## [WORK REQUEST]
Show every line of the data below that includes the word "shadow".

## [DATASET ENTRIES]
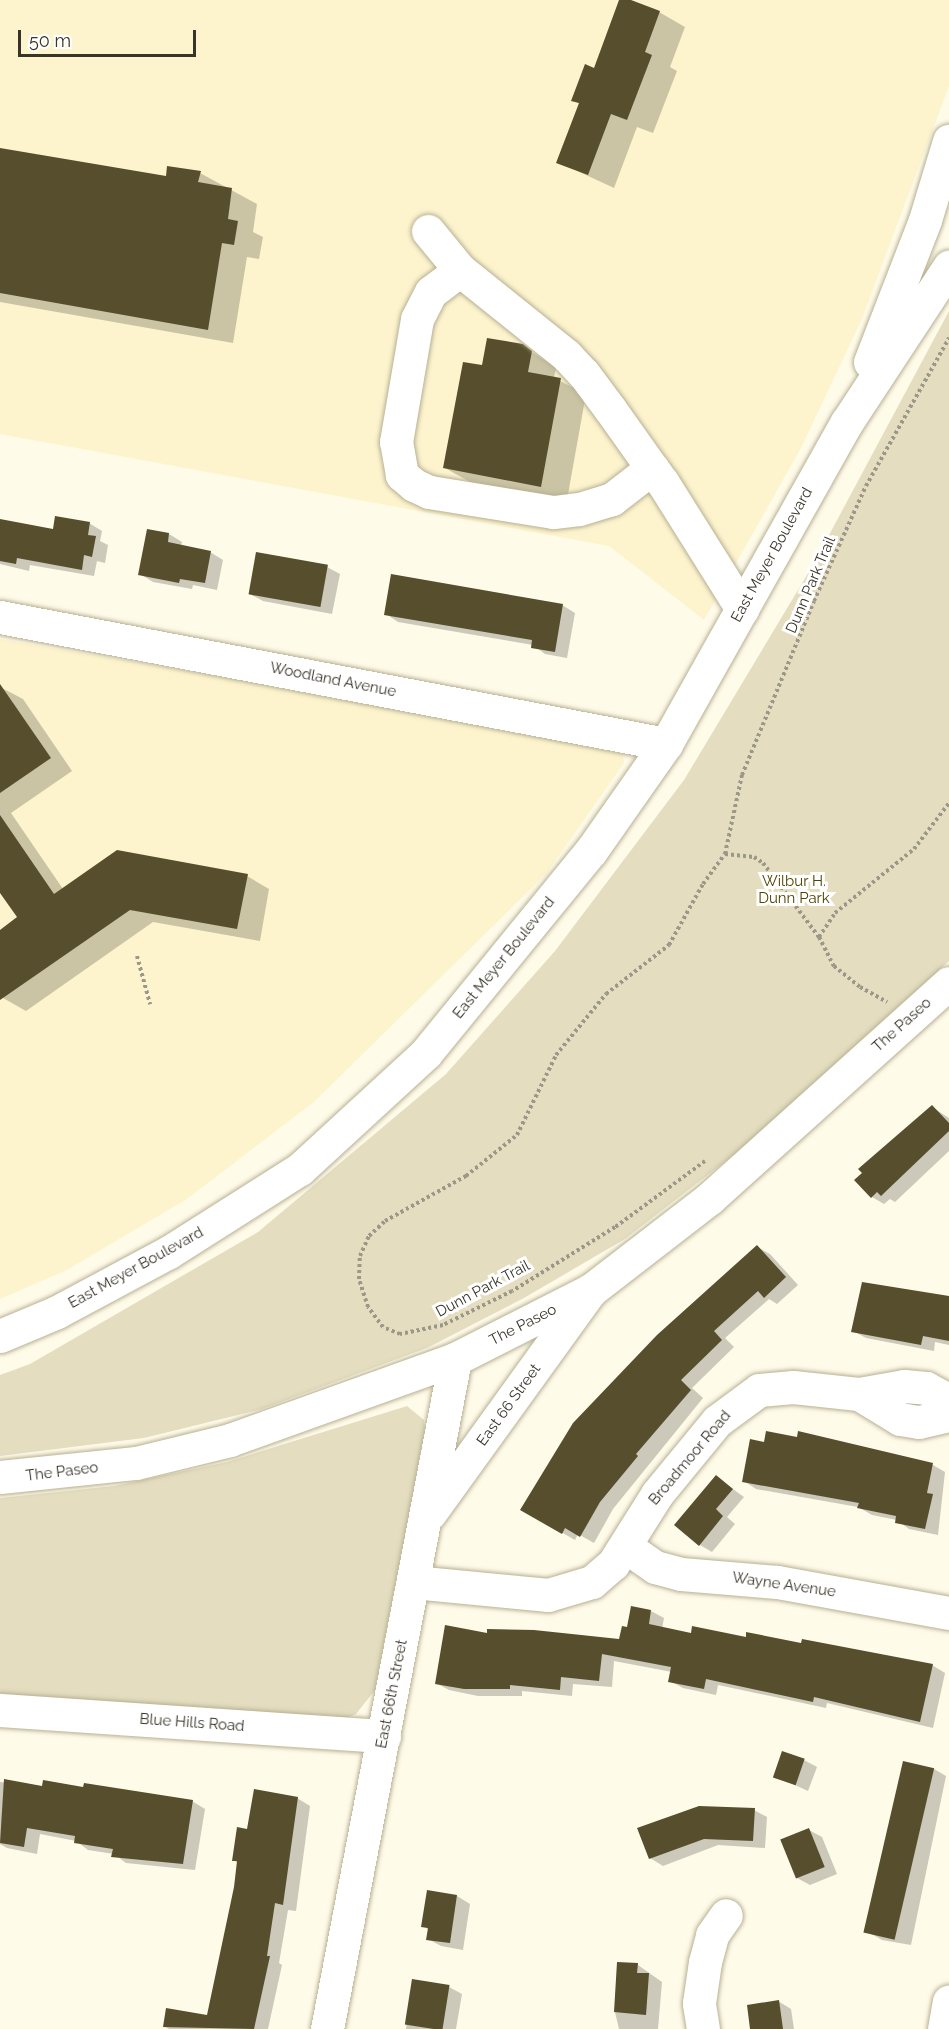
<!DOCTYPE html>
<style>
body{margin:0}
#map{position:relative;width:949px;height:2029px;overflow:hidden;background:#fffbe9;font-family:Raleway,sans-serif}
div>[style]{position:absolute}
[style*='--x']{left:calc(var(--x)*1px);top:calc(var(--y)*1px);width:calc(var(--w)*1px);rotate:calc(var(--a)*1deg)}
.built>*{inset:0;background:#fdf4ce}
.green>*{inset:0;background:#e4ddc0}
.shadow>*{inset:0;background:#0003}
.building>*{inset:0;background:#564e2d;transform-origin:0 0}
.path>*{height:4px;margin-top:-2px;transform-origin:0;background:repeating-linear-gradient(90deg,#9b9789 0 3px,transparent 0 6px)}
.roads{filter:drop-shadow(0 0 2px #b7b093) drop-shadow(0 0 2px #b7b093)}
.minor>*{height:33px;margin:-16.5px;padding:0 16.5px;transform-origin:16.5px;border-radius:16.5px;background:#fff}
.major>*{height:33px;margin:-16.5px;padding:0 16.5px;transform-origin:16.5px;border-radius:16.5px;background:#fff}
span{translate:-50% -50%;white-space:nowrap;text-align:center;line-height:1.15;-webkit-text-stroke:6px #fff;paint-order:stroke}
.street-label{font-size:15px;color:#373429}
.park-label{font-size:15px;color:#514400}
.scale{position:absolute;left:18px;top:30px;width:178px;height:27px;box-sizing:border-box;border:3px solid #373429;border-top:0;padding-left:8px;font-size:18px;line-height:21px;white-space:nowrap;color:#373429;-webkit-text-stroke:4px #fff;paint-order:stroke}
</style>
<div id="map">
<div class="built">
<i style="clip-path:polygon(0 0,949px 0,949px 86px,862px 319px,801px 448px,704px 620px,609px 546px,0 434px)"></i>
<i style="clip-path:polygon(0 639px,622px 746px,624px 763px,546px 874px,315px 1101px,187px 1199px,67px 1270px,0 1299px)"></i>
</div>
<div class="green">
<i style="clip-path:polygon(949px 311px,949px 961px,736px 1153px,625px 1239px,524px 1298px,427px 1348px,262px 1409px,144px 1438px,0 1456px,0 1375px,30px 1364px,258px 1232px,446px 1074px,555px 951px,684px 780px,813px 565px)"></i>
<i style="clip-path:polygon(407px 1406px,424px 1420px,425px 1431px,375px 1690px,356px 1714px,343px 1720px,0 1699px,0 1498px,114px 1486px,227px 1462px)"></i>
</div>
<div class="shadow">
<i style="clip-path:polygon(621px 0,659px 12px,685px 27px,670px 67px,677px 71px,653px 133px,637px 127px,614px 188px,558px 162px,580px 104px,573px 100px,595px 70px)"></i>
<i style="clip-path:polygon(0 149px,167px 178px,200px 173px,257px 204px,253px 232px,263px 237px,259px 259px,247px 257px,233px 343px,0 302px)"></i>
<i style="clip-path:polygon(522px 346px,556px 367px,554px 378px,586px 394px,567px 500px,470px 482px,445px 468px,483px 367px)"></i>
<i style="clip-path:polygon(0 520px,54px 531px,89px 523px,102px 531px,100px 541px,108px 545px,105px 563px,97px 561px,94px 576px,30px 565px,29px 571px,0 564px)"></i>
<i style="clip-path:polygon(148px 530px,169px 534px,182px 542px,181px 546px,210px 552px,223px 560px,217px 590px,193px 585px,192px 589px,153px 582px,140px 574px)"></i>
<i style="clip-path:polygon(327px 567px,340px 574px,332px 614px,263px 601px,250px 594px)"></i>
<i style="clip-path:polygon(562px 605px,575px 613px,567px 658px,545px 654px,533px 645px,398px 622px,386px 614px)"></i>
<i style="clip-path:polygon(0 687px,23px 699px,72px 771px,11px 813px,63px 889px,247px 876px,269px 889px,260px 941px,153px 922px,26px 1011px,3px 998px,0 932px,20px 918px,0 891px)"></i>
<i style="clip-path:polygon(932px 1107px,949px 1118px,949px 1151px,895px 1202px,890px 1199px,884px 1204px,872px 1197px)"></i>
<i style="clip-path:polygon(757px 1247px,770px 1254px,798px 1285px,777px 1304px,769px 1299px,725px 1338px,734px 1347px,692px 1388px,703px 1398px,613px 1509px,594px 1543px,578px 1534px,575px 1540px,522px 1510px)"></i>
<i style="clip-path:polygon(949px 1298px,949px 1345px,935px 1342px,934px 1351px,866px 1338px,853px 1331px)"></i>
<i style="clip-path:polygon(933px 1465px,945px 1472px,938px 1535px,909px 1529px,897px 1520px,872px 1515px,858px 1507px,756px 1489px,744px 1481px)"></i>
<i style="clip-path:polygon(716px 1477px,744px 1497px,727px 1517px,735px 1524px,712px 1552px,700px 1545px)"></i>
<i style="clip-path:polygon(651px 1611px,664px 1618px,662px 1629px,692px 1635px,802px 1645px,932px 1665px,945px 1673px,933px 1728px,827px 1703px,826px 1708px,718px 1685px,716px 1695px,683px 1688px,670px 1681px,672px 1672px,614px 1661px,612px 1687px,573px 1684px,572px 1696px,522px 1691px,522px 1696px,478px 1696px,449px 1690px,436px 1683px,488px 1635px,620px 1640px)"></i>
<i style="clip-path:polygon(804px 1760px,817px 1767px,808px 1791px,775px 1776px)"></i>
<i style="clip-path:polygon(934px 1769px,946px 1776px,911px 1945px,882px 1940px,870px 1933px)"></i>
<i style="clip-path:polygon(0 1782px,192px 1801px,205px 1809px,195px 1870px,126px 1863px,114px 1854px,88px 1850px,76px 1841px,40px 1834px,37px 1854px,7px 1848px,0 1844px)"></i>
<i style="clip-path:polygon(297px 1798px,310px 1806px,296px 1911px,288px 1910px,279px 1963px,282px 1965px,268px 2029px,169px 2029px,164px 2026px,208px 2017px,235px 1887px,238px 1863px,233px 1860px,248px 1831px)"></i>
<i style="clip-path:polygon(754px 1810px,767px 1817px,765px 1848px,718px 1845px,663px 1866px,650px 1858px)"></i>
<i style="clip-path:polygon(809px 1830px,822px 1837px,837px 1874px,810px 1885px,797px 1878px)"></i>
<i style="clip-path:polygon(428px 1892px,457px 1896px,470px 1904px,463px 1950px,441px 1946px,428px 1939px,429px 1930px,423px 1926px)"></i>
<i style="clip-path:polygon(619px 1963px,638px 1965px,662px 1982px,658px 2029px,619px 2029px,615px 2012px)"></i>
<i style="clip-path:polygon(413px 1981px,449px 1987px,462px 1994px,456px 2029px,406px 2029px)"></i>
<i style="clip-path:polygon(778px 2001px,791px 2009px,794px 2029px,752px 2029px)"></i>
</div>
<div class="building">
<i style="clip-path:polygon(619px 0,631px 0,660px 11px,645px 52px,652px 55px,627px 120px,611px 114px,588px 175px,556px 163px,579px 103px,571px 101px,585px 64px,594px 68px)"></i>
<i style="clip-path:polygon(0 148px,166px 176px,167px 166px,201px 171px,198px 182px,232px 188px,228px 219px,238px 221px,234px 245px,222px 243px,208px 330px,0 293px)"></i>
<i style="clip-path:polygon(487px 338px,523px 344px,532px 351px,528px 372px,561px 378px,541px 487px,443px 468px,463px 362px,482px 365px)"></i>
<i style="clip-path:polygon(55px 516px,90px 522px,88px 535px,96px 536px,92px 557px,84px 555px,82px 570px,17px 558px,16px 564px,0 561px,0 519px,53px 529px)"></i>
<i style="clip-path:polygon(147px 529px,169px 533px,168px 542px,211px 551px,205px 583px,180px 579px,179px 583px,138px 575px)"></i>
<i style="left:256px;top:552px;width:73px;height:43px;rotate:10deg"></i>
<i style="clip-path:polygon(391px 574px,563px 604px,555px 652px,531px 648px,532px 640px,384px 615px)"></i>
<i style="clip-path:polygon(0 684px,51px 758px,0 793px)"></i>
<i style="clip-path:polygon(0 815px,54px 894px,117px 850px,248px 874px,237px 929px,130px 910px,0 1000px,0 930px,17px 917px,0 893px)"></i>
<i style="clip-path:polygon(932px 1105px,949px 1123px,949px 1131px,881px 1196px,877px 1192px,871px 1198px,854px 1180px,862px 1173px,858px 1169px)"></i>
<i style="clip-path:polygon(757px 1245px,786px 1277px,764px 1298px,758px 1291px,714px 1331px,722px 1340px,681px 1380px,691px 1390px,636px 1454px,638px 1456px,600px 1502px,580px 1537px,565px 1528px,562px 1534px,520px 1510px,573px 1423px,657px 1335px)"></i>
<i style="clip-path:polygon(862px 1282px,949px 1296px,949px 1341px,923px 1336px,921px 1345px,851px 1332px)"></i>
<i style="clip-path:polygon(766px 1431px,797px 1437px,798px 1431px,933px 1463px,927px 1493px,933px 1494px,925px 1529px,895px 1523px,896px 1516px,857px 1508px,859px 1503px,742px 1482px,750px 1439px,764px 1442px)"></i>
<i style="clip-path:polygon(716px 1475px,733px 1489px,716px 1509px,723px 1516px,699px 1546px,674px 1525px)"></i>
<i style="clip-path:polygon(631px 1606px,651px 1610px,649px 1624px,691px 1633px,692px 1626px,746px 1637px,746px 1632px,801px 1643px,802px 1639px,933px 1664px,920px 1722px,814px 1697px,813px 1702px,706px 1679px,704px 1689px,668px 1682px,671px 1667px,602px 1654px,599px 1681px,561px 1677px,560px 1690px,510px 1685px,510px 1689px,464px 1689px,435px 1684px,445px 1625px,487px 1633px,487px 1629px,534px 1630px,619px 1639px,622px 1626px,627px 1627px)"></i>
<i style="left:782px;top:1751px;width:24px;height:28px;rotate:19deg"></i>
<i style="left:903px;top:1761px;width:32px;height:176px;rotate:13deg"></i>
<i style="clip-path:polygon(4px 1779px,42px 1786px,43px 1780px,83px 1787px,84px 1783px,193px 1800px,183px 1864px,111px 1857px,113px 1849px,74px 1843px,75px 1836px,27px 1828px,24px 1847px,0 1843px)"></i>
<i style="clip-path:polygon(254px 1789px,298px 1797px,283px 1905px,275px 1903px,267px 1956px,270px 1956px,254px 2029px,163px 2027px,166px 2008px,207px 2015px,234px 1887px,237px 1861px,232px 1861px,237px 1827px,247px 1829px)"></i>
<i style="clip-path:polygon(699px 1806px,755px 1808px,753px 1841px,704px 1839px,649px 1859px,637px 1828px)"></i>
<i style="left:809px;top:1828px;width:42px;height:31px;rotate:68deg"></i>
<i style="clip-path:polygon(427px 1890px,457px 1895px,450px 1943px,426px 1940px,428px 1928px,421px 1927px)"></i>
<i style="clip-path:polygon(617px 1962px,638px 1963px,637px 1973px,649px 1973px,646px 2015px,614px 2012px)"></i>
<i style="left:412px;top:1979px;width:38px;height:46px;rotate:9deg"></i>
<i style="clip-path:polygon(779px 2000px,783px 2029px,750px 2029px,747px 2005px)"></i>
</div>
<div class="path">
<i style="--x:725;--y:854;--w:81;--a:-77.9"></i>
<i style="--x:742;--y:775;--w:188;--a:-67.5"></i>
<i style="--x:814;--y:601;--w:126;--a:-65.7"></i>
<i style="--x:866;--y:486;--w:170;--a:-60.7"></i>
<i style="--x:819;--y:937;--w:29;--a:-56"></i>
<i style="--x:835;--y:913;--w:102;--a:-39"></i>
<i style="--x:914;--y:849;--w:58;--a:-52.7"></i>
<i style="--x:137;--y:956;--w:50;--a:74.8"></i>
<i style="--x:705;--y:1161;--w:112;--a:143.7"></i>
<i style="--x:615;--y:1227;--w:121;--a:148.1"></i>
<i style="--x:512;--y:1291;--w:77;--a:153.8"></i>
<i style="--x:443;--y:1325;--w:44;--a:168.2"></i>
<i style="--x:400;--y:1334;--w:18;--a:-158"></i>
<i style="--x:383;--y:1327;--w:25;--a:-127"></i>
<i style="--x:368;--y:1307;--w:29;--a:-108"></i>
<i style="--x:359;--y:1279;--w:23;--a:-88"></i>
<i style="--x:360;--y:1256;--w:22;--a:-66"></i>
<i style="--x:369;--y:1236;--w:22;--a:-43"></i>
<i style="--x:385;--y:1221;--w:93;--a:-29.1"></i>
<i style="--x:466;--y:1176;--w:65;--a:-38.8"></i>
<i style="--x:517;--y:1135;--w:89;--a:-64"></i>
<i style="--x:556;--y:1055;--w:79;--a:-50.7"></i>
<i style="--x:606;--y:994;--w:80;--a:-37.9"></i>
<i style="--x:669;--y:945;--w:70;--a:-60.9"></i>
<i style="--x:703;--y:884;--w:37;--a:-54"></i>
<i style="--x:725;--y:854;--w:29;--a:6"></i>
<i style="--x:754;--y:857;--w:11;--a:34"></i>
<i style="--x:763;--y:863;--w:93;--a:52.9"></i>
<i style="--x:819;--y:937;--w:33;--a:63"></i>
<i style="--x:834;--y:966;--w:33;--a:39"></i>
<i style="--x:860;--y:987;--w:31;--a:29"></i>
</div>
<div class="roads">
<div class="minor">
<i style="--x:428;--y:231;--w:50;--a:50.6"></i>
<i style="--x:652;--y:468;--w:51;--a:142.2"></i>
<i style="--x:612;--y:499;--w:34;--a:163"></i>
<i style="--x:579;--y:509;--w:26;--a:173"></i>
<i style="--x:553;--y:512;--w:126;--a:-170.8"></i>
<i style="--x:429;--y:492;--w:17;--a:-155"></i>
<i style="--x:414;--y:485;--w:16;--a:-140"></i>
<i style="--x:402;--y:475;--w:34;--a:-100"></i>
<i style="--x:396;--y:442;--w:125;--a:-80.3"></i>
<i style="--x:417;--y:319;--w:30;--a:-63"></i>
<i style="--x:431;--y:292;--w:36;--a:-37"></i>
<i style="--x:460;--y:270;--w:136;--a:38.7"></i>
<i style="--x:566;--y:355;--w:26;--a:47"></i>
<i style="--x:584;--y:374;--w:44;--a:53.4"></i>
<i style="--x:610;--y:409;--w:72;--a:54.6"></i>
<i style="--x:652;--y:468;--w:19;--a:54"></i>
<i style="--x:663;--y:483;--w:149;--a:57.9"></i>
<i style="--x:0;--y:617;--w:678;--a:10.8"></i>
<i style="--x:859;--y:1394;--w:48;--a:31.4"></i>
<i style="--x:900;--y:1419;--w:19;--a:9"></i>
<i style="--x:919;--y:1422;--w:31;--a:-13"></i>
<i style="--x:430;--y:1513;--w:275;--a:-54.2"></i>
<i style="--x:625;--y:1546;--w:37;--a:35"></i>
<i style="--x:655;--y:1567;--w:27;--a:15"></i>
<i style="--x:681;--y:1574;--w:96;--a:4.8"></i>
<i style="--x:777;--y:1582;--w:175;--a:10.2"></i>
<i style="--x:413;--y:1582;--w:136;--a:5.5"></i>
<i style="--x:548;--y:1595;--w:46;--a:-16.5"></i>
<i style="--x:592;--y:1582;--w:28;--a:-41"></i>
<i style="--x:613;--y:1564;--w:83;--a:-57.8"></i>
<i style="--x:657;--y:1494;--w:94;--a:-50.6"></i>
<i style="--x:717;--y:1421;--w:52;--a:-36.4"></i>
<i style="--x:759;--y:1390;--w:34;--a:-5"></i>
<i style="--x:793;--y:1387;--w:66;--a:6.1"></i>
<i style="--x:859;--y:1394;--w:46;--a:-10.1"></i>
<i style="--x:904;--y:1386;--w:22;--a:5"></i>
<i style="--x:926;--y:1388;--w:26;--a:28"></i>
<i style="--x:0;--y:1710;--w:385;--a:3.9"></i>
<i style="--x:327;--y:2029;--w:682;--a:-79.18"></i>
<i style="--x:703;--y:2029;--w:26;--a:-99"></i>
<i style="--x:699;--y:2003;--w:41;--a:-81.7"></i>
<i style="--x:705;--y:1962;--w:28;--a:-75"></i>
<i style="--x:712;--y:1935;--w:24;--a:-55"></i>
<i style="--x:944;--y:2029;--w:28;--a:-80"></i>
</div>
<div class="major">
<i style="--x:870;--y:362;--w:152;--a:-68.8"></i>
<i style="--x:925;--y:220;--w:83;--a:-73.1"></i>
<i style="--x:0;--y:1336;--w:62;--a:-22.8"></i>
<i style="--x:57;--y:1312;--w:127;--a:-28.2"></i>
<i style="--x:169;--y:1252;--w:155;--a:-32.4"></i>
<i style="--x:300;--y:1169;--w:171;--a:-42.6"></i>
<i style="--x:426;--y:1053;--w:261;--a:-50.8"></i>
<i style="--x:591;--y:851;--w:131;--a:-55"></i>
<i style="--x:666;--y:744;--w:369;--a:-60.7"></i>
<i style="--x:847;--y:422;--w:186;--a:-56.7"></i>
<i style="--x:0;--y:1477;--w:137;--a:-5.9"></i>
<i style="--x:136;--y:1463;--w:97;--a:-13.7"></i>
<i style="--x:230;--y:1440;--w:239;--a:-19.8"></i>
<i style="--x:455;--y:1359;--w:153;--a:-26.9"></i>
<i style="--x:591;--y:1290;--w:150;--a:-37.7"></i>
<i style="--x:710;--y:1198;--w:321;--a:-42"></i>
</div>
</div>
<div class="street-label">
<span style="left:772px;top:555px;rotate:-61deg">East Meyer Boulevard</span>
<span style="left:811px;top:585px;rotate:-67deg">Dunn Park Trail</span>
<span style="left:333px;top:680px;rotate:11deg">Woodland Avenue</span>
<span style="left:504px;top:958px;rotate:-51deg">East Meyer Boulevard</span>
<span style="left:902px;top:1025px;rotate:-42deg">The Paseo</span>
<span style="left:136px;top:1268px;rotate:-29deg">East Meyer Boulevard</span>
<span style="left:483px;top:1289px;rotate:-28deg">Dunn Park Trail</span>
<span style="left:523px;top:1325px;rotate:-27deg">The Paseo</span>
<span style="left:509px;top:1405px;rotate:-54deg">East 66 Street</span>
<span style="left:690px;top:1458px;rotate:-50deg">Broadmoor Road</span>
<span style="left:62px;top:1472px;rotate:-7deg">The Paseo</span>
<span style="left:784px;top:1585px;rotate:8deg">Wayne Avenue</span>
<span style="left:392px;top:1694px;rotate:-79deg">East 66th Street</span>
<span style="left:192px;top:1723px;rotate:4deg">Blue Hills Road</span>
</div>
<div class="park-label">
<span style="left:794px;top:890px">Wilbur H.<br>Dunn Park</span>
</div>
<div class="scale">50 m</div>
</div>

## [OUTPUT BELOW]
.shadow>*{inset:0;background:#0003}
.roads{filter:drop-shadow(0 0 2px #b7b093) drop-shadow(0 0 2px #b7b093)}
<div class="shadow">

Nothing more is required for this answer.